Jesse Feiler, The Philmont Software Mill

Who am I to argue with a cute, curly-haired orphan, but… Annie was wrong. "Tomorrow, tomorrow, I love ya, tomorrow, you're only a day away" she sang (and at the slightest provocation).

To those of us who have worked on systems that are time-sensitive, we know that "tomorrow" is only sometimes a day away. For example:

  • in most businesses, the "tomorrow" of Friday is Monday
  • similarly, the "tomorrow" of December 24 is December 26 (unless a weekend intervenes, or Boxing Day is a holiday, as in England [and in Canada: Ed.]).
  • and, if you are editing a transaction that was entered days ago in order to fix a typo, you may be processing data as of last week, and the system's idea of "tomorrow" is actually a week ago.

The code to handle all of this is not particularly obscure, and many of us have written it-over and over and over again.

From the earliest days on the Mac, we have had very good date and time manipulation routines available in the toolbox. Recently, the Script Manager incorporated some rather nifty text-parsing routines that it combines with new date routines to make everything transparent, whether you are in Japan or Egypt, and whether you are interested in this era or in one distant by several millennia.

I decided that once and for all I would take the toolbox routines and combine them into some MacApp objects that could be used (and overridden) for almost any purpose involving date manipulation. And thus was the UDates unit born.

From a user's point of view, the two most important objects in UDates are the TDateCluster and the TElapsedTimeCluster. Both are descendants of TCluster and are designed to be placed in TDialogViews.

Here's a step-by-step description of their behavior. Note that both are initialized to a "today" date which will be described later. In addition, assume that Saturday and Sunday are weekends, although UDates allows you to specify any weekend days that you want.

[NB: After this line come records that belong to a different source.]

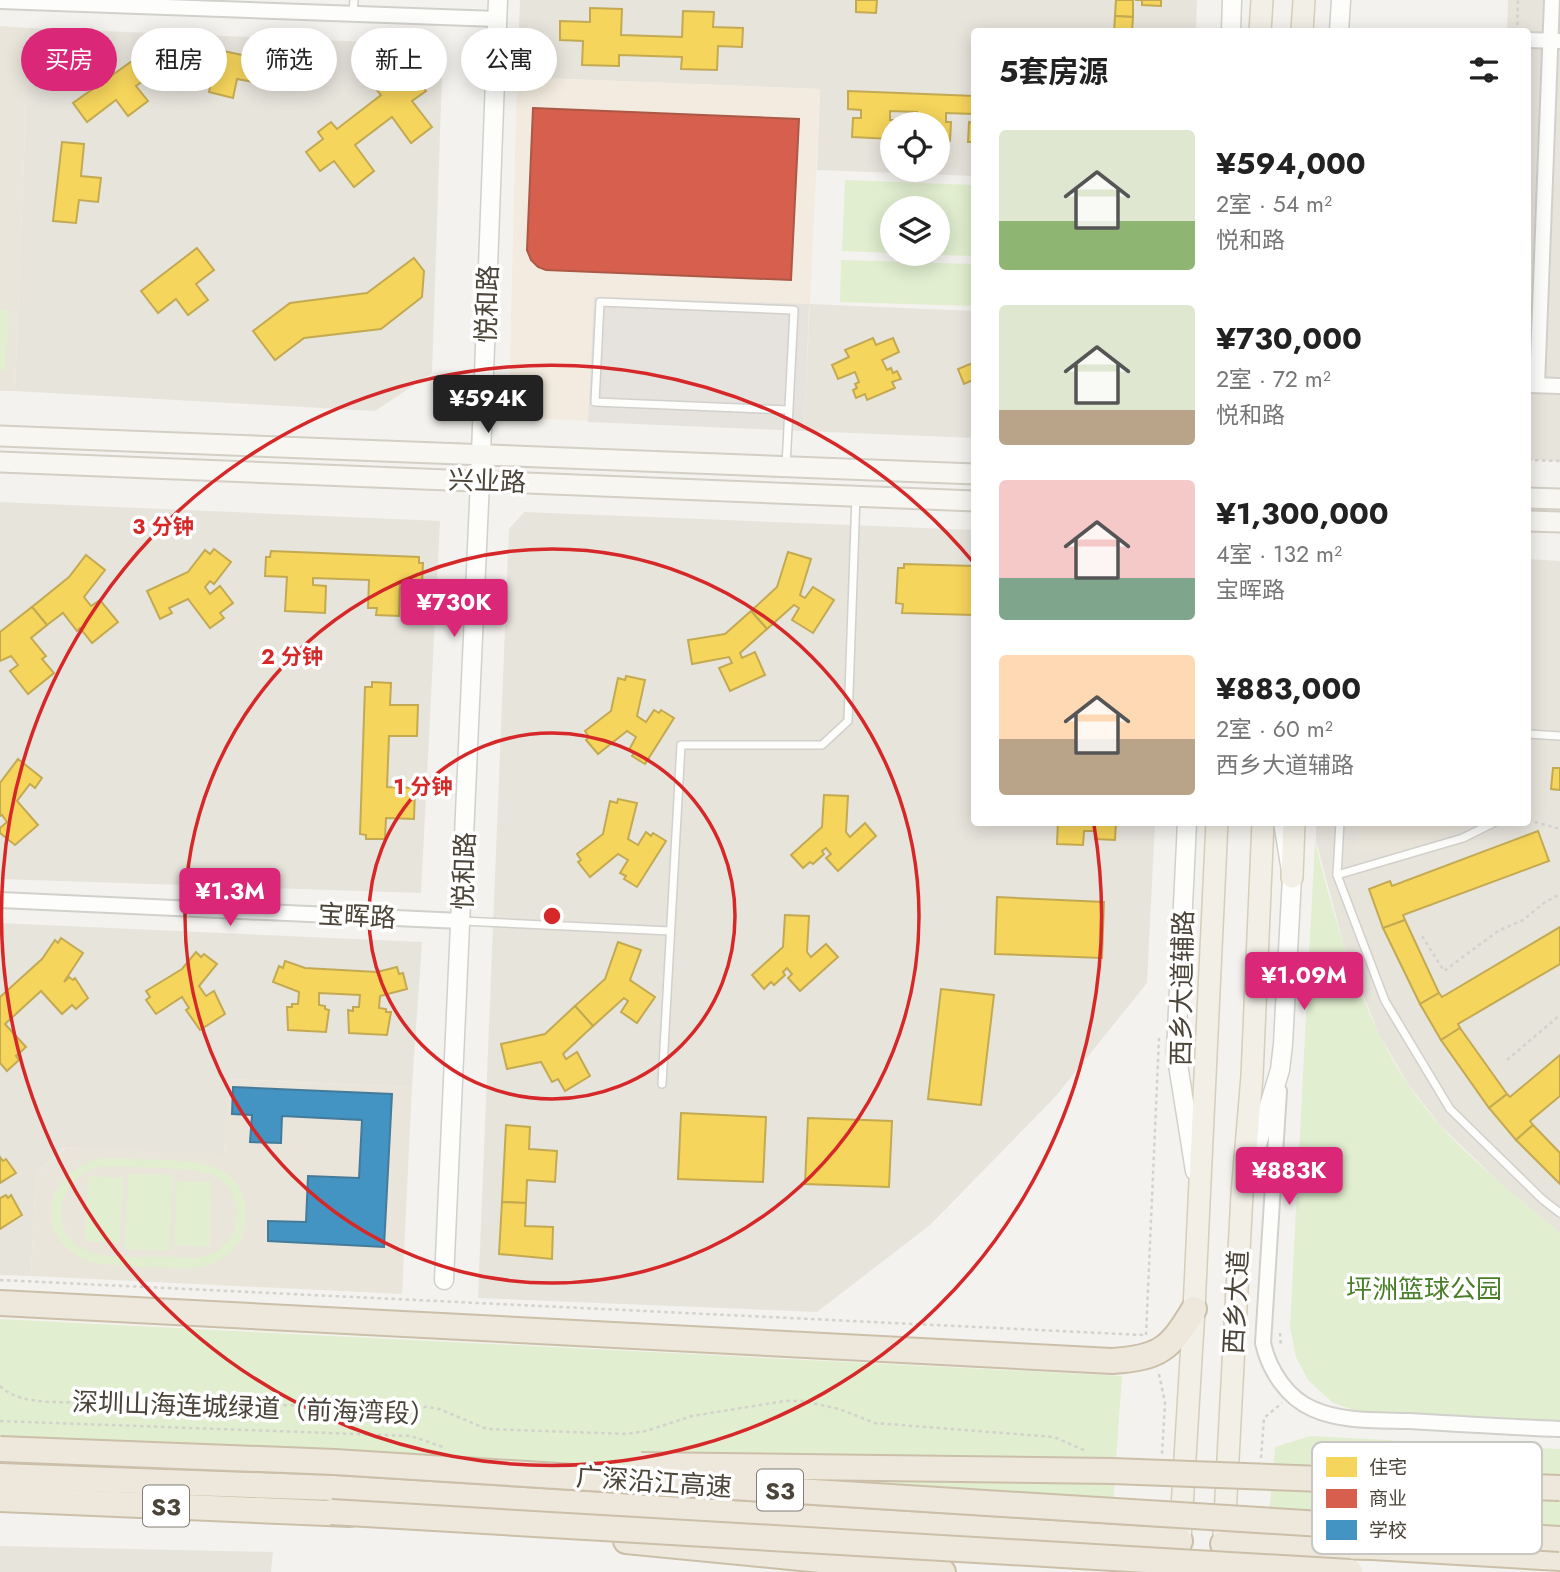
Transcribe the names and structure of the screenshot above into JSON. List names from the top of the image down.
{
  "streets": {
    "highway": ["广深沿江高速", "S3"],
    "main road": ["兴业路", "西乡大道"],
    "street": ["悦和路", "宝晖路", "西乡大道辅路"],
    "path": ["深圳山海连城绿道（前海湾段）"]
  },
  "crossings": [
    ["悦和路", "兴业路"],
    ["悦和路", "宝晖路"],
    ["西乡大道辅路", "西乡大道"]
  ],
  "parks": ["坪洲篮球公园"],
  "legend": ["住宅", "商业", "学校"],
  "page": {
    "chip": [
      "买房",
      "租房",
      "筛选",
      "新上",
      "公寓"
    ],
    "heading": "5套房源",
    "list": [
      {
        "name": "¥594,000",
        "note": "2室 · 54 m² · 悦和路"
      },
      {
        "name": "¥730,000",
        "note": "2室 · 72 m² · 悦和路"
      },
      {
        "name": "¥1,300,000",
        "note": "4室 · 132 m² · 宝晖路"
      },
      {
        "name": "¥883,000",
        "note": "2室 · 60 m² · 西乡大道辅路"
      }
    ],
    "price": [
      "¥594K",
      "¥730K",
      "¥1.3M",
      "¥1.09M",
      "¥883K"
    ]
  },
  "rings": ["3 分钟", "2 分钟", "1 分钟"]
}
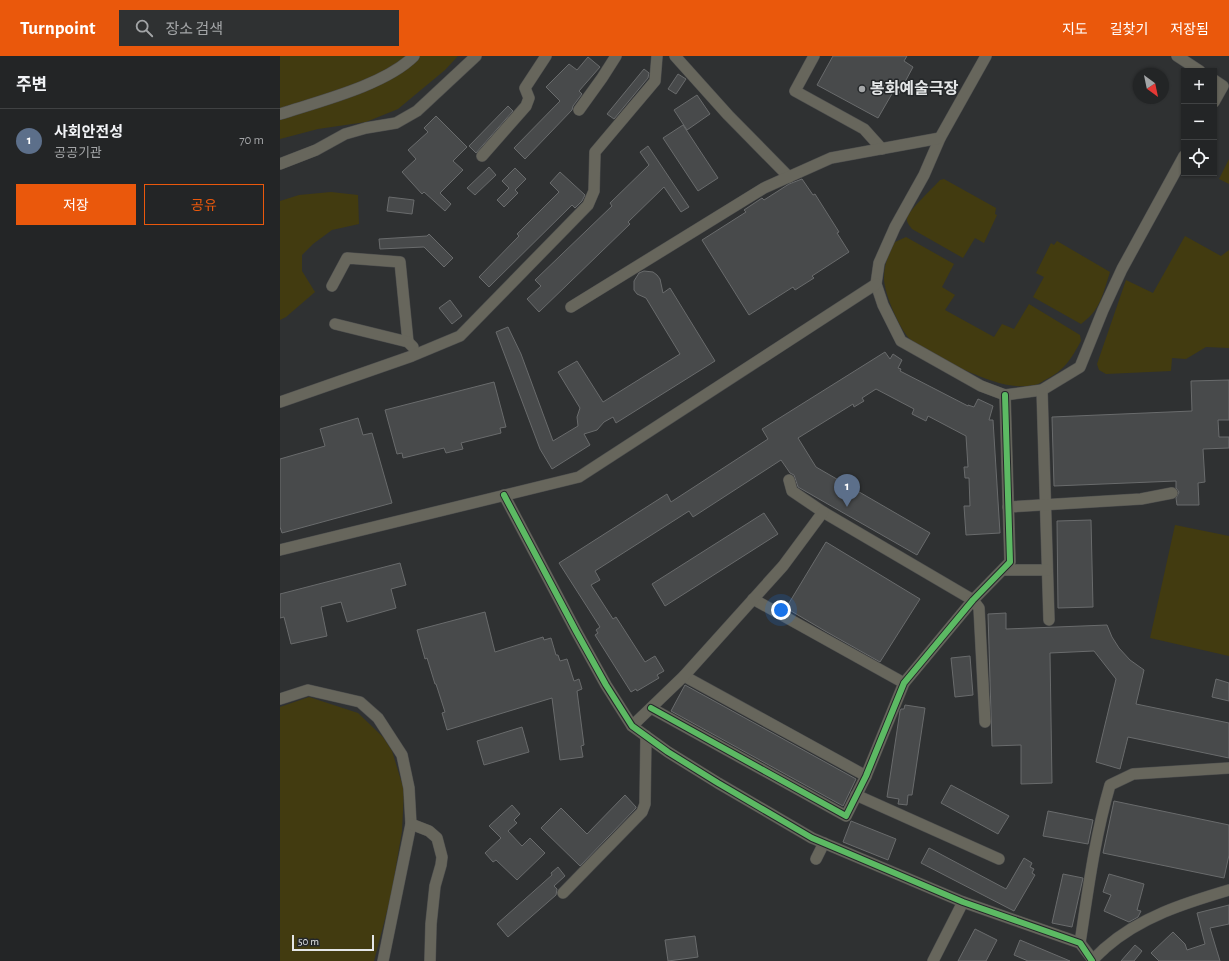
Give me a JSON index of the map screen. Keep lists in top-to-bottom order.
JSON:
{
  "places": ["봉화예술극장"],
  "scale_bar": "50 m",
  "north": "bottom right",
  "page": {
    "header": "Turnpoint",
    "search": "장소 검색",
    "nav": ["지도", "길찾기", "저장됨"],
    "heading": "주변",
    "map_buttons": ["+", "−"],
    "list": [
      {
        "mark": "1",
        "name": "사회안전성",
        "note": "공공기관",
        "value": "70 m"
      }
    ],
    "buttons": ["저장", "공유"],
    "pins": "1",
    "scale": "50 m"
  }
}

Now, as you might expect, the two boxes at the left are editable. In fact, they belong to a class called TDateEditText which is a descendant of TEditText. TDateEditText objects are basically TEditTexts but with the added functionality that their Validate methods expect the contents to be a date which is parsable by the Script Manager routines. If the date doesn't pass the Script Manager parsing, Validate fails and MacApp restores the previous value. The programmer can thus always assume that there's a valid date in a TDateEditText.

Finally, the TDateCluster provides the information as to whether the date values it returns are the result of user data entry or of clicking on the radio buttons. In some cases, the program is only interested in the start and stop dates shown in the TDateCluster. In other cases, it is important to know whether the user is after this week's data (regardless of date) or the data for 3/12 – 3/16 specifically.

Here's the interface to TDateCluster:

TDateCluster = OBJECT (TCluster)
fDateObj: TDateObj;         {a TDateObj, probably set to today}
fFrom, fTo: TDateEditText;  {private - use GetStartStop}

FUNCTION TDateCluster.GetStartStop(
                                    VAR d1, d2: LongDateTime;
                                    VAR rChoice: IDType): BOOLEAN;
PROCEDURE TDateCluster.IDateCluster(aDate: TDateObj);
PROCEDURE TDateCluster.DoChoice(
                                    origView: TView; 
                                    itsChoice: INTEGER); OVERRIDE;
PROCEDURE TDateCluster.Fields(PROCEDURE DoToField(
                                    fieldName: STR255;
                                    feldAddr: Ptr;
                                    fieldType: INTEGER)); OVERRIDE;

Only IDateCluster and GetStartStop are normally used.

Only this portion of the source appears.